The venerable open source build tool trusted by companies large and small
November 13, 2017

The venerable open source build tool trusted by companies large and small

Jonathan Yu | TrustRadius Reviewer
Score 8 out of 10
Vetted Review
Verified User

Overall Satisfaction with Jenkins

I used Jenkins to manage both development and release builds of software at my two previous roles (IBM and Red Hat.) In both cases, each department had its own instances, so that plugins could be customized and managed on a per-team, per-product basis. It enables teams to manage a fleet of build servers (slaves in Jenkins parlance) that can build source code and run tests in an automated fashion, across platforms - this enables cross-platform software to be tested against various versions of Windows and Linux, for example. It can also be used for simple automation tasks, though other tools like Ansible are better suited for those tasks.
  • Minimal but extensible and flexible: Out of the box, Jenkins provides rudimentary capabilities to manage a host system with a framework for running build tasks and installing tools.
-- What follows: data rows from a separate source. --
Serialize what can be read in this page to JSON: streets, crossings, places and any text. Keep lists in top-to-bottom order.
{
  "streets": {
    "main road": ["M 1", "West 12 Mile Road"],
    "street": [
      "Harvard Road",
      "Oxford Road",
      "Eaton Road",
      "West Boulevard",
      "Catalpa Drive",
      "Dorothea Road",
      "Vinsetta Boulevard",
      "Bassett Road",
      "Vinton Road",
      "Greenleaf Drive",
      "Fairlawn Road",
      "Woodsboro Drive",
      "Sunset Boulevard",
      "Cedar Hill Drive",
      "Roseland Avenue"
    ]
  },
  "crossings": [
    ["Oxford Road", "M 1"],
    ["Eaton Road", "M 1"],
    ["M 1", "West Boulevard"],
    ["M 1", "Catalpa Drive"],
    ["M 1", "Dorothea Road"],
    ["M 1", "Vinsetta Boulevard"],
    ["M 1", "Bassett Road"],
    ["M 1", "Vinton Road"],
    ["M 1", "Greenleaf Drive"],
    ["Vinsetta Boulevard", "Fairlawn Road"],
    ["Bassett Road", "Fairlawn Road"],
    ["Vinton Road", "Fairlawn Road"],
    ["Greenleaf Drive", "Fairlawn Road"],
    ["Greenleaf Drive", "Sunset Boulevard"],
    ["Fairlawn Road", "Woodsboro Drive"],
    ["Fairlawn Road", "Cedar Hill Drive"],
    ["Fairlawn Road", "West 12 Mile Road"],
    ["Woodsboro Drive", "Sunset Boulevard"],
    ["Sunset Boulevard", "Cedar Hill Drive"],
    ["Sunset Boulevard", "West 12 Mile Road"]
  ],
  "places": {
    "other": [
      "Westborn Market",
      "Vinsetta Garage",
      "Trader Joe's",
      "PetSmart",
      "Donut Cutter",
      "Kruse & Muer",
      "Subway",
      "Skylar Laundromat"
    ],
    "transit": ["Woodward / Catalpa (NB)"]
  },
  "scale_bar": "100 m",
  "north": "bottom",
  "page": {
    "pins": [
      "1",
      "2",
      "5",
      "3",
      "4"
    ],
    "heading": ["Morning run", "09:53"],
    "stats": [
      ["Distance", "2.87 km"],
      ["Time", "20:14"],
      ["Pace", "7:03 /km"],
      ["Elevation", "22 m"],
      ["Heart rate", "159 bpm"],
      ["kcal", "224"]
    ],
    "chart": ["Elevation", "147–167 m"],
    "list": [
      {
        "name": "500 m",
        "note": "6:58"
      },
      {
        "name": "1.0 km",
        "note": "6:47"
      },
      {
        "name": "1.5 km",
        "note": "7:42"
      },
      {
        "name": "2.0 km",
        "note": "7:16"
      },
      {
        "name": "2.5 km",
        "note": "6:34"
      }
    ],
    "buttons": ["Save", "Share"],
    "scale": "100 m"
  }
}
There are many extension points available for plugins, and so a rich ecosystem of plugins is available. Many version control systems are supported, and integrations with other tools through plugins is excellent.
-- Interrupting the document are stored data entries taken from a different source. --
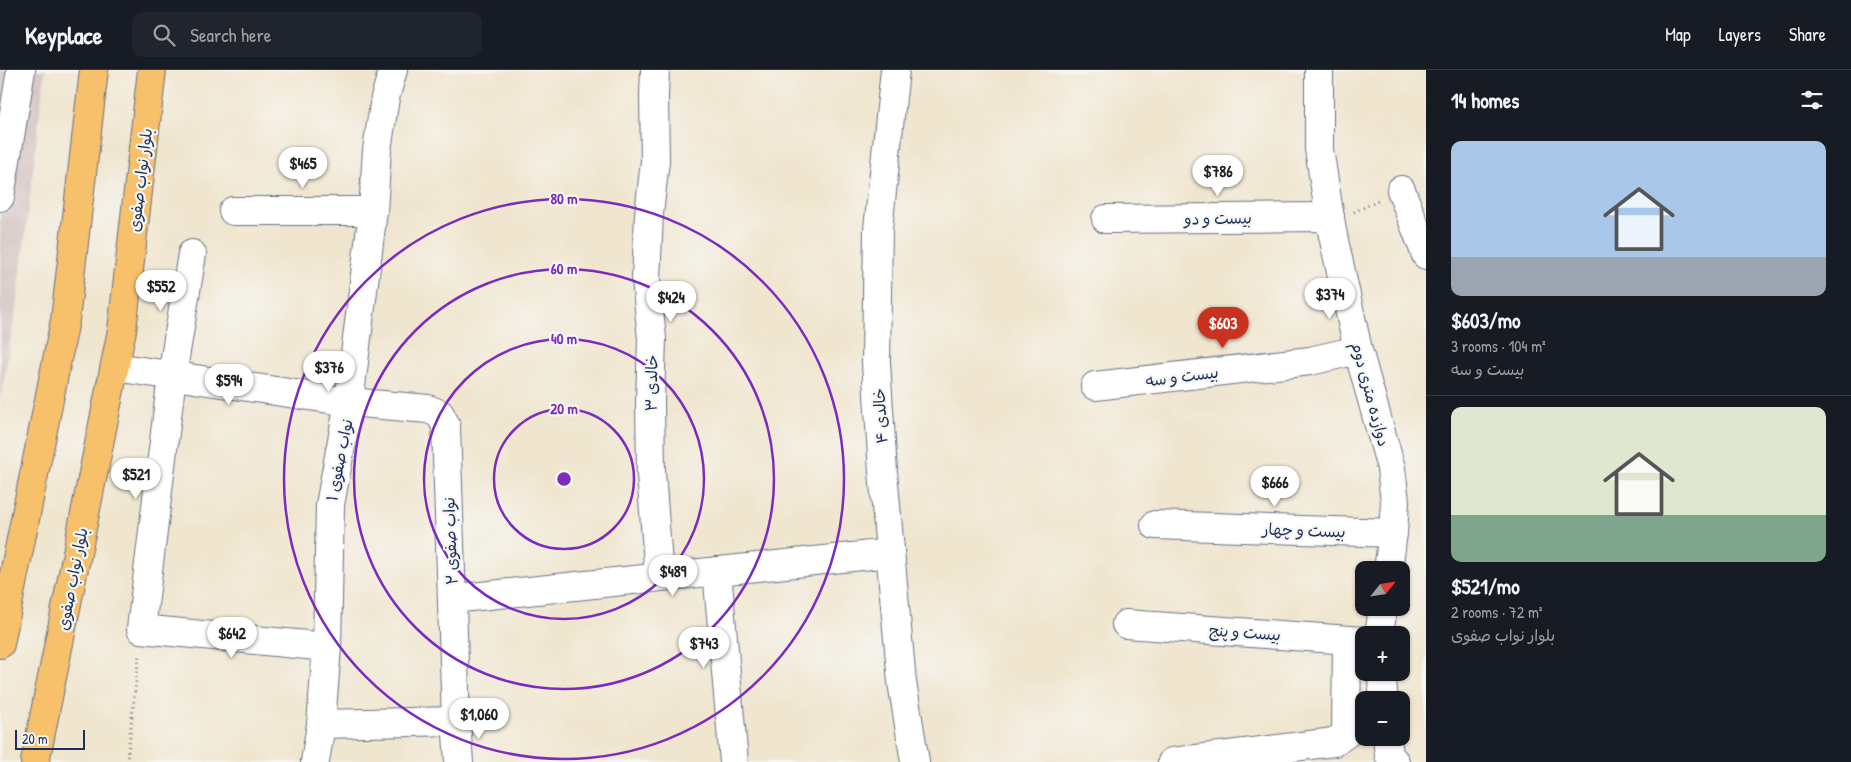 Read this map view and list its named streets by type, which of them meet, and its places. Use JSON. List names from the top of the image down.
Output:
{
  "streets": {
    "main road": ["بلوار نواب صفوی"],
    "street": [
      "بیست و دو",
      "بیست و سه",
      "خالدی ۳",
      "دوازده متری دوم",
      "خالدی ۴",
      "نواب صفوی ۱",
      "بیست و چهار",
      "نواب صفوی ۲",
      "بیست و پنج"
    ]
  },
  "crossings": [
    ["بیست و دو", "دوازده متری دوم"],
    ["بیست و سه", "دوازده متری دوم"],
    ["دوازده متری دوم", "بیست و چهار"],
    ["نواب صفوی ۱", "نواب صفوی ۲"]
  ],
  "scale_bar": "20 m",
  "north": "top right",
  "page": {
    "header": "Keyplace",
    "search": "Search here",
    "nav": ["Map", "Layers", "Share"],
    "heading": "14 homes",
    "list": [
      {
        "name": "$603/mo",
        "note": "3 rooms · 104 m² · بیست و سه"
      },
      {
        "name": "$521/mo",
        "note": "2 rooms · 72 m² · بلوار نواب صفوی"
      }
    ],
    "price": [
      "$465",
      "$786",
      "$552",
      "$374",
      "$424",
      "$603",
      "$376",
      "$594",
      "$521",
      "$666",
      "$489",
      "$642",
      "$743",
      "$1,060"
    ],
    "map_buttons": ["+", "−"],
    "scale": "20 m"
  },
  "rings": [
    "80 m",
    "60 m",
    "40 m",
    "20 m"
  ]
}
  • Cross-platform: Supports many platforms and architectures quite easily, thanks to its implementation in Java
  • Design focus: With Blue Ocean, you can get a nice-looking web interface for free
  • Rich ecosystem: As Jenkins has been around for quite some time, there is a rich ecosystem of blogs, tutorials, guides, and documentation available for performing most of the day-to-day tasks you would need. There are also various vendors like CloudBees that offer hosted services.
  • Ease of deployment: Jenkins can be deployed quite easily as a standalone JAR file. There are also system packages available for many Linux operating systems, such as Debian.
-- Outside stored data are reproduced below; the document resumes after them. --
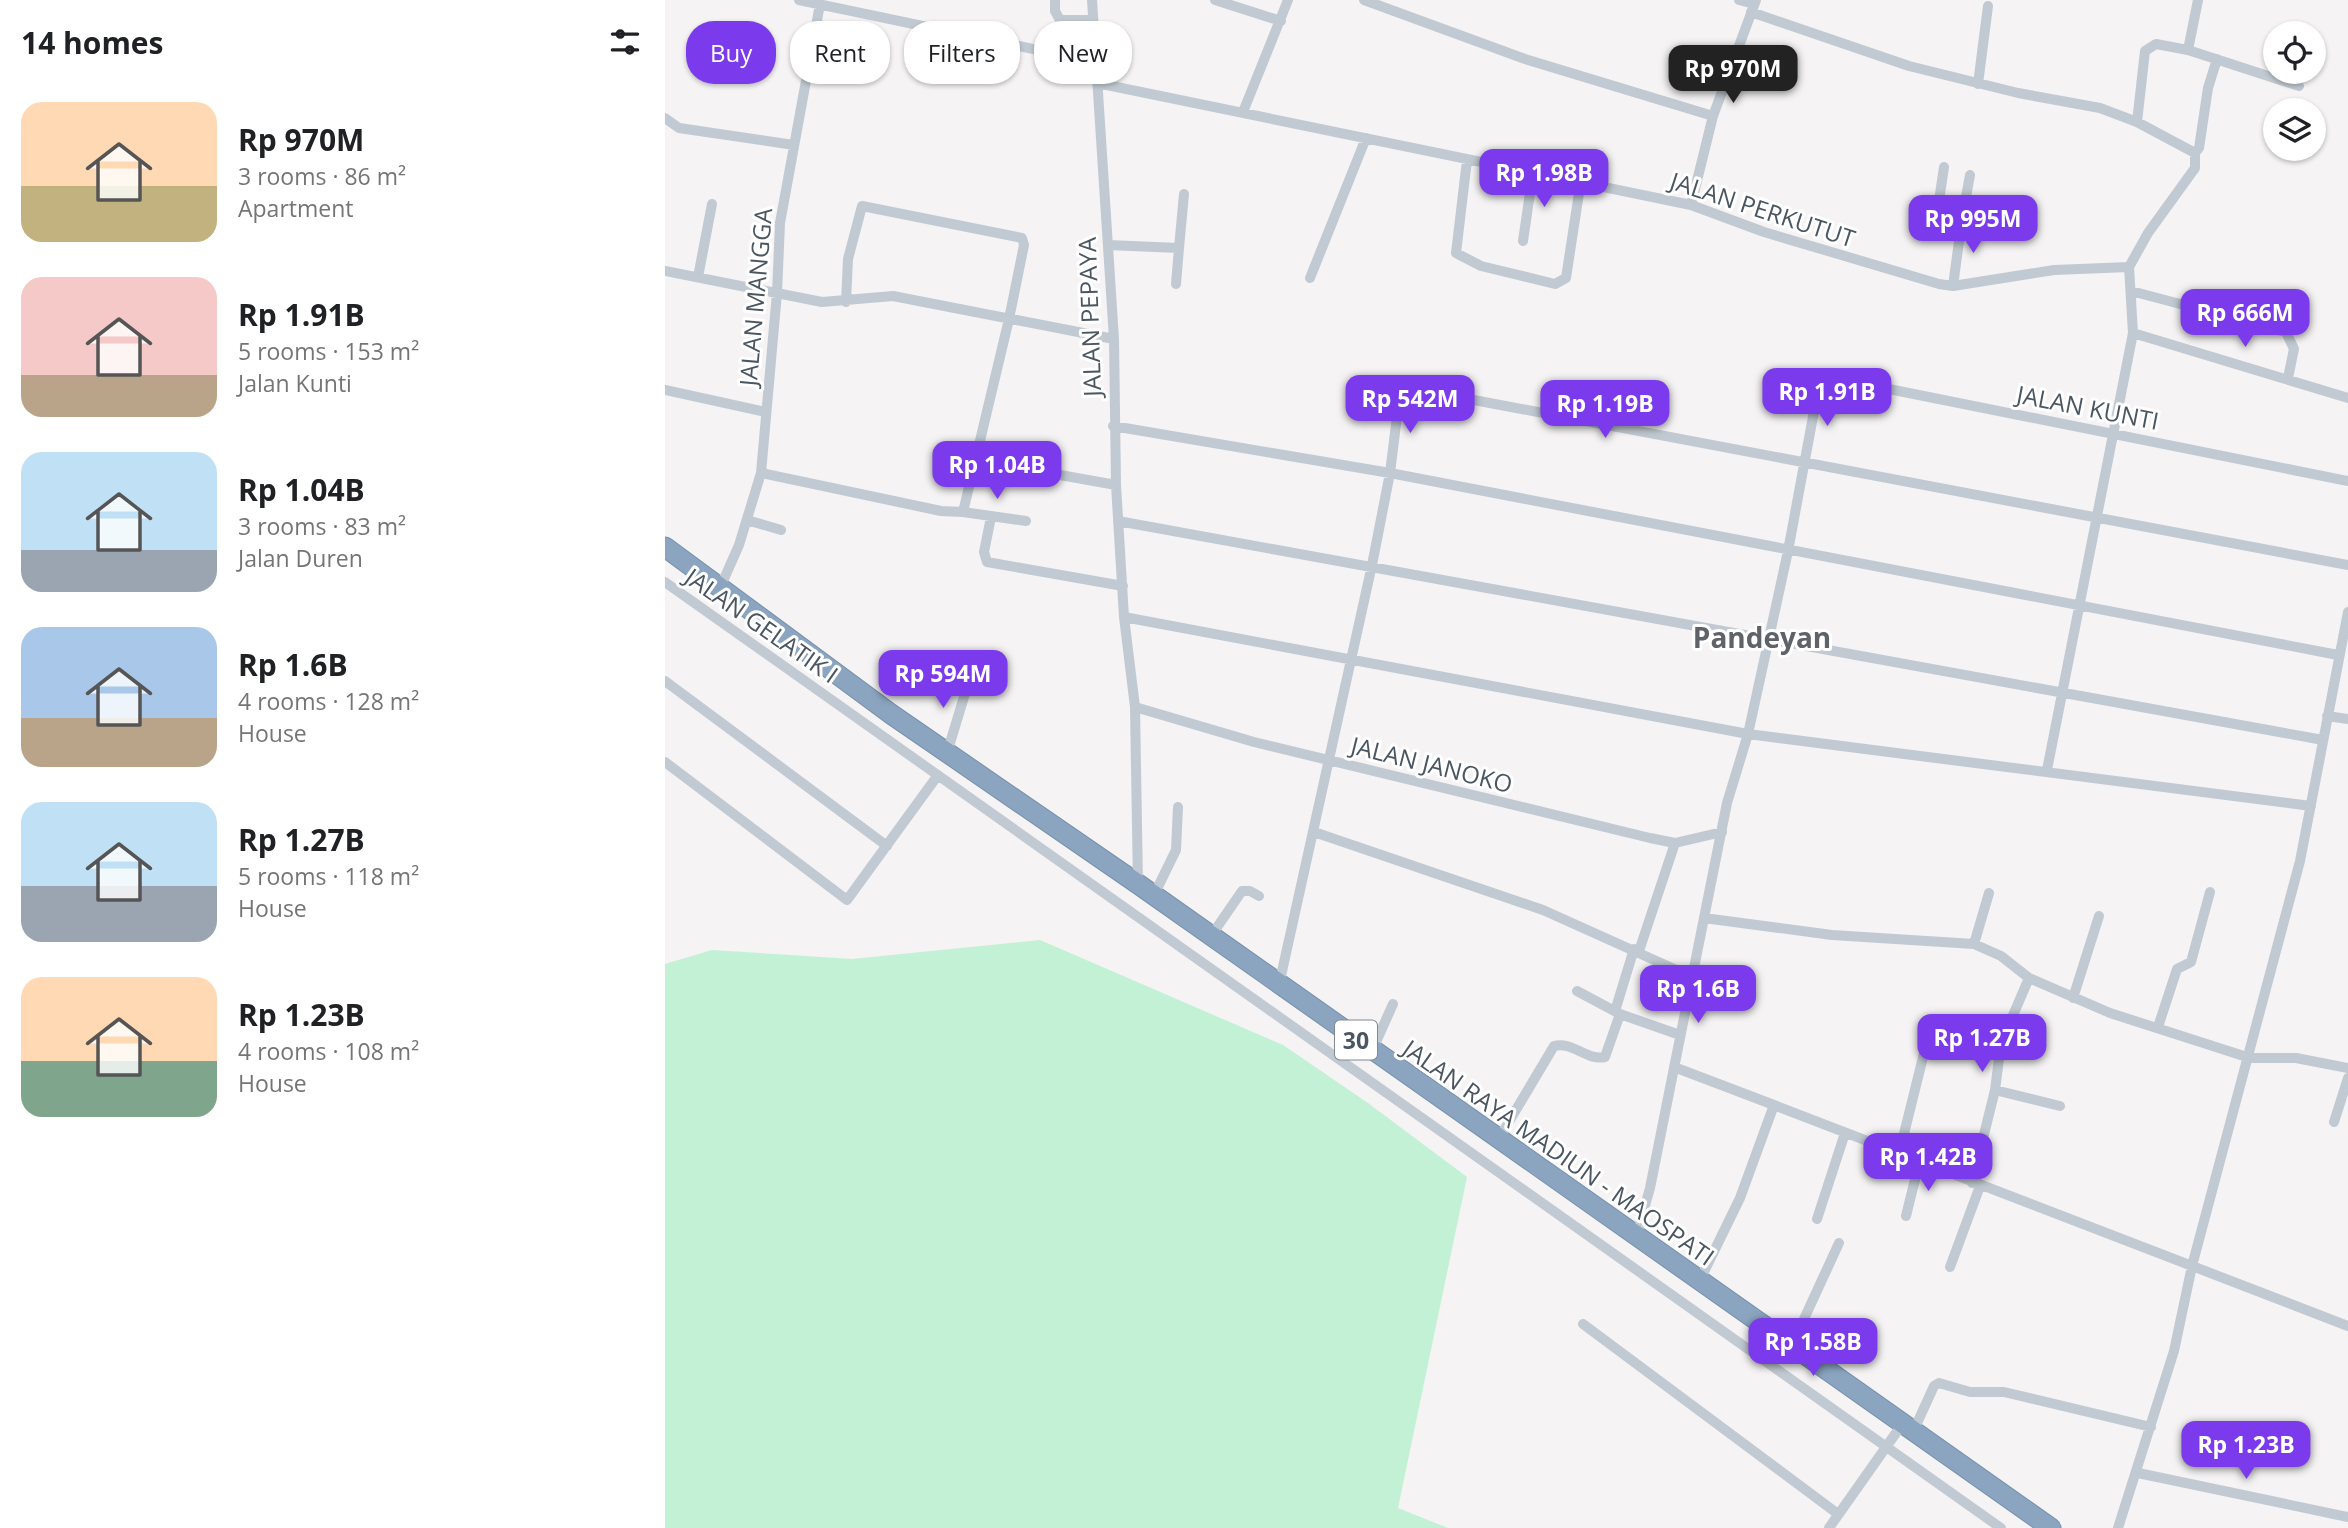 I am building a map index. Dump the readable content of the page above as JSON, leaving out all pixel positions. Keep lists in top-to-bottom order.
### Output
{
  "streets": {
    "highway": ["30", "JALAN RAYA MADIUN - MAOSPATI"],
    "street": [
      "JALAN PERKUTUT",
      "JALAN MANGGA",
      "JALAN PEPAYA",
      "JALAN KUNTI",
      "JALAN GELATIK I",
      "JALAN JANOKO"
    ]
  },
  "crossings": [
    ["JALAN MANGGA", "JALAN RAYA MADIUN - MAOSPATI"],
    ["JALAN PEPAYA", "JALAN JANOKO"],
    ["JALAN PEPAYA", "JALAN RAYA MADIUN - MAOSPATI"]
  ],
  "districts": ["Pandeyan"],
  "page": {
    "heading": "14 homes",
    "chip": [
      "Buy",
      "Rent",
      "Filters",
      "New"
    ],
    "price": [
      "Rp 970M",
      "Rp 1.98B",
      "Rp 995M",
      "Rp 666M",
      "Rp 1.91B",
      "Rp 542M",
      "Rp 1.19B",
      "Rp 1.04B",
      "Rp 594M",
      "Rp 1.6B",
      "Rp 1.27B",
      "Rp 1.42B",
      "Rp 1.58B",
      "Rp 1.23B"
    ],
    "list": [
      {
        "name": "Rp 970M",
        "note": "3 rooms · 86 m² · Apartment"
      },
      {
        "name": "Rp 1.91B",
        "note": "5 rooms · 153 m² · Jalan Kunti"
      },
      {
        "name": "Rp 1.04B",
        "note": "3 rooms · 83 m² · Jalan Duren"
      },
      {
        "name": "Rp 1.6B",
        "note": "4 rooms · 128 m² · House"
      },
      {
        "name": "Rp 1.27B",
        "note": "5 rooms · 118 m² · House"
      },
      {
        "name": "Rp 1.23B",
        "note": "4 rooms · 108 m² · House"
      }
    ]
  }
}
  • Difficult to manage build configurations: builds are generally configured through the user interface, which is easier to modify (especially for casual users rather than dedicated release engineers), but this results in changes that can be difficult to track, especially if multiple people have write access to the system. Some teams manage this by restricting people that can modify builds, but this creates a bottleneck. Ideally, the system would provide a good audit trail and change history, allowing changes to be tracked and reverted easily. Competing offerings get around this by version-controlling their configuration (e.g. Travis CI, Drone, AppVeyor) but this results in a slightly higher learning curve.
  • Quality of plugins varies widely: plugins are in various states of maintenance, and some are woefully incomplete and no longer updated. It can be difficult to know whether a plugin is well-written or not, or even actively maintained.
  • Builds are often not easily reproducible: By default, builds are run on the slave systems, which can retain state between runs that cause difficult-to-debug failures. It's possible to get around this by using VM snapshots and periodically reverting to clean systems, or by using the Docker plugin to run builds inside ephemeral containers.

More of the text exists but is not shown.